Fix tree-ssa/update-cunroll.c

In this testcase the profile is misupdated before loop has two exits. The first exit is one eliminated by complete unrolling while second exit remains. We remove first exit but forget about fact that the source BB of other exit will then have higher frequency making other exit more likely. This patch fixes that in duplicate_loop_body_to_header_edge. While looking into resulting profiles I also noticed that in some cases scale_loop_profile may drop probabilities to 0 incorrectly either when trying to update exit from nested loop (which has similar problem) or when the profile was inconsistent as described in coment bellow. gcc/ChangeLog: PR middle-end/110590 * cfgloopmanip.cc (scale_loop_profile): Avoid scaling exits within inner loops and be more careful about inconsistent profiles. (duplicate_loop_body_to_header_edge): Fix profile update when eliminated exit is followed by other exit. gcc/testsuite/ChangeLog: PR middle-end/110590 * gcc.dg/tree-prof/update-cunroll-2.c: Remove xfail. * gcc.dg/tree-ssa/update-cunroll.c: Likewise.
author: Jan Hubicka <jh@suse.cz> 2023-07-08 17:38:09 +0200
committer: Jan Hubicka <jh@suse.cz> 2023-07-08 17:38:09 +0200
commit: 15bbf1826a01f5beb2d7c0f74d6270bbc94ece91 (patch)
tree: 91f414cf14ee54effb9c9f1643ce1c87ab26b50f /gcc
parent: b1079fc88f082d3c5b583c8822c08c5647810259 (diff)
download: gcc-15bbf1826a01f5beb2d7c0f74d6270bbc94ece91.zip
gcc-15bbf1826a01f5beb2d7c0f74d6270bbc94ece91.tar.gz
gcc-15bbf1826a01f5beb2d7c0f74d6270bbc94ece91.tar.bz2
3 files changed, 54 insertions, 7 deletions
diff --git a/gcc/cfgloopmanip.cc b/gcc/cfgloopmanip.cc
index f56a9b8..5273242 100644
--- a/gcc/cfgloopmanip.cc
+++ b/gcc/cfgloopmanip.cc
@@ -580,13 +580,47 @@ scale_loop_profile (class loop *loop, profile_probability p,
     unadjusted_exit_count = exit_edge->count ();
   scale_loop_frequencies (loop, scale_prob);
 
-  if (exit_edge)
+  if (exit_edge && exit_edge->src->loop_father != loop)
+    {
+      fprintf (dump_file,
+	       ";; Loop exit is in inner loop;"

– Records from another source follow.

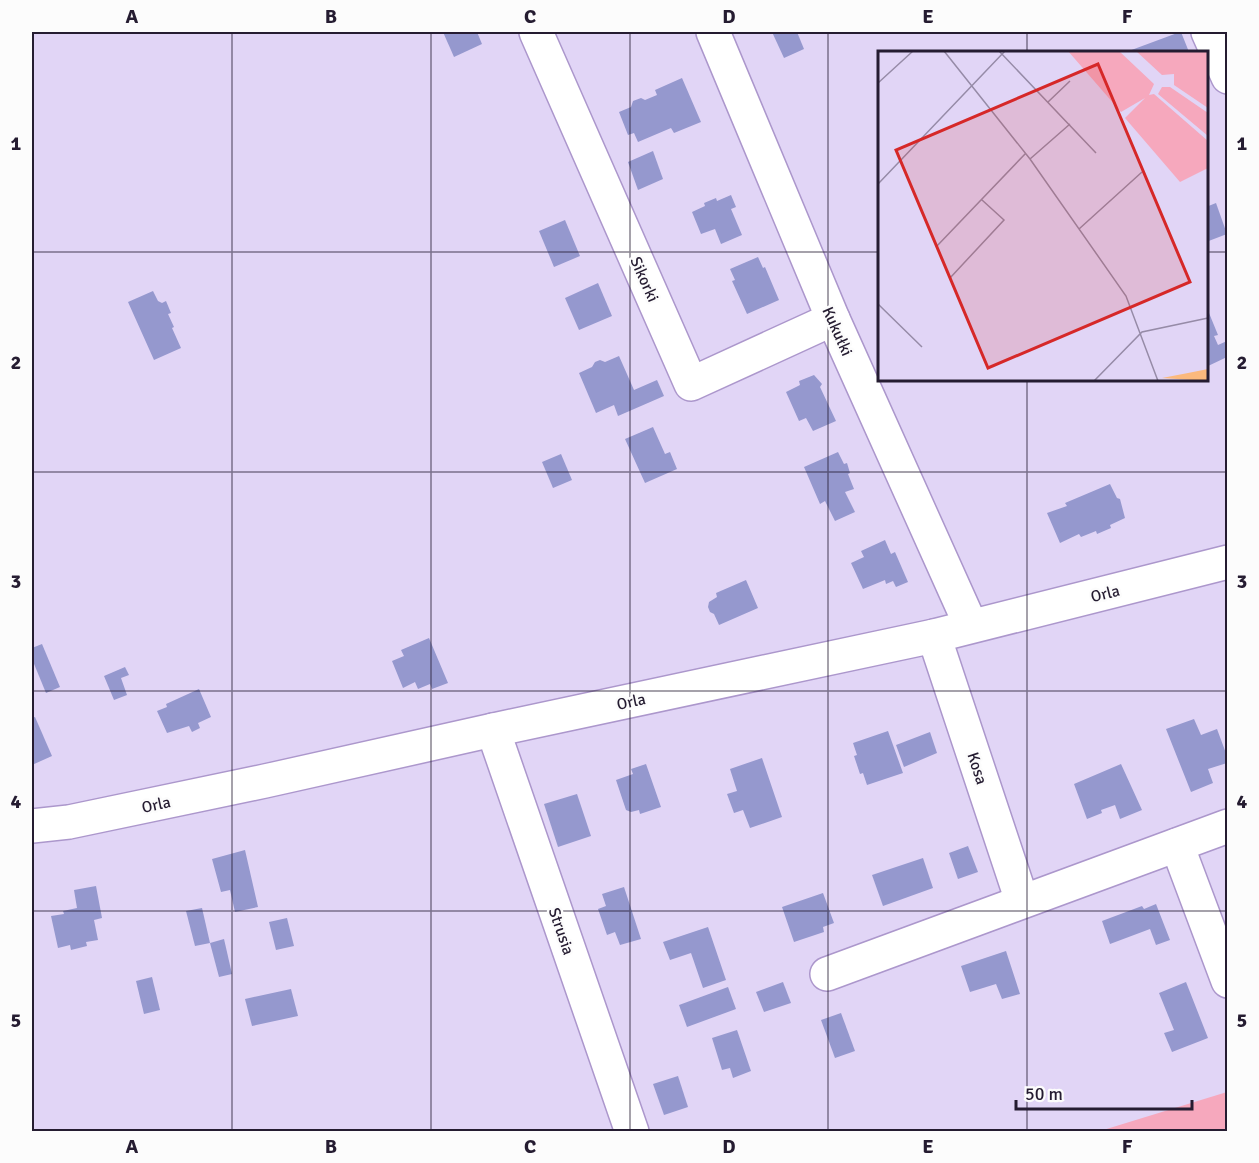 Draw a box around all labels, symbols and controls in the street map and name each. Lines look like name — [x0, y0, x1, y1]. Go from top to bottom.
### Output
text: A — [126, 4, 139, 29]
text: B — [325, 4, 337, 29]
text: C — [524, 4, 536, 29]
text: D — [722, 4, 736, 29]
text: E — [922, 4, 934, 29]
text: F — [1122, 4, 1133, 29]
inset map — [878, 51, 1208, 381]
text: 1 — [11, 131, 22, 156]
text: 1 — [1237, 131, 1248, 156]
street label: Sikorki — [625, 254, 663, 305]
street label: Kukułki — [817, 304, 857, 359]
text: 2 — [11, 350, 21, 375]
text: 2 — [1237, 350, 1247, 375]
text: 3 — [11, 569, 21, 594]
text: 3 — [1237, 569, 1247, 594]
street label: Orla — [1089, 581, 1122, 607]
street label: Orla — [615, 689, 648, 715]
street label: Kosa — [962, 750, 992, 787]
text: 4 — [11, 789, 22, 814]
text: 4 — [1237, 789, 1248, 814]
street label: Orla — [140, 792, 173, 818]
street label: Strusia — [544, 905, 578, 958]
text: 5 — [11, 1008, 21, 1033]
text: 5 — [1237, 1008, 1247, 1033]
scale bar — [1016, 1073, 1192, 1111]
text: 50 m — [1025, 1083, 1063, 1105]
text: A — [126, 1134, 139, 1159]
text: B — [325, 1134, 337, 1159]
text: C — [524, 1134, 536, 1159]
text: D — [722, 1134, 736, 1159]
text: E — [922, 1134, 934, 1159]
text: F — [1122, 1134, 1133, 1159]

+	       " will leave exit probabilities inconsistent\n");
+    }
+  else if (exit_edge)
     {
       profile_count old_exit_count = exit_edge->count ();
       profile_probability new_probability;
       if (iteration_bound > 0)
-	new_probability
-	  = unadjusted_exit_count.probability_in (exit_edge->src->count);
+	{
+	  /* It may happen that the source basic block of the exit edge is
+	     inside in-loop condition:
+
+		+-> header
+		|    |
+		|   B1
+		|  /  \
+		| |   B2--exit_edge-->
+		|  \  /
+		|   B3
+		+__/
+
+	      If B2 count is smaller than desired exit edge count
+	      the profile was inconsistent with the newly discovered upper bound.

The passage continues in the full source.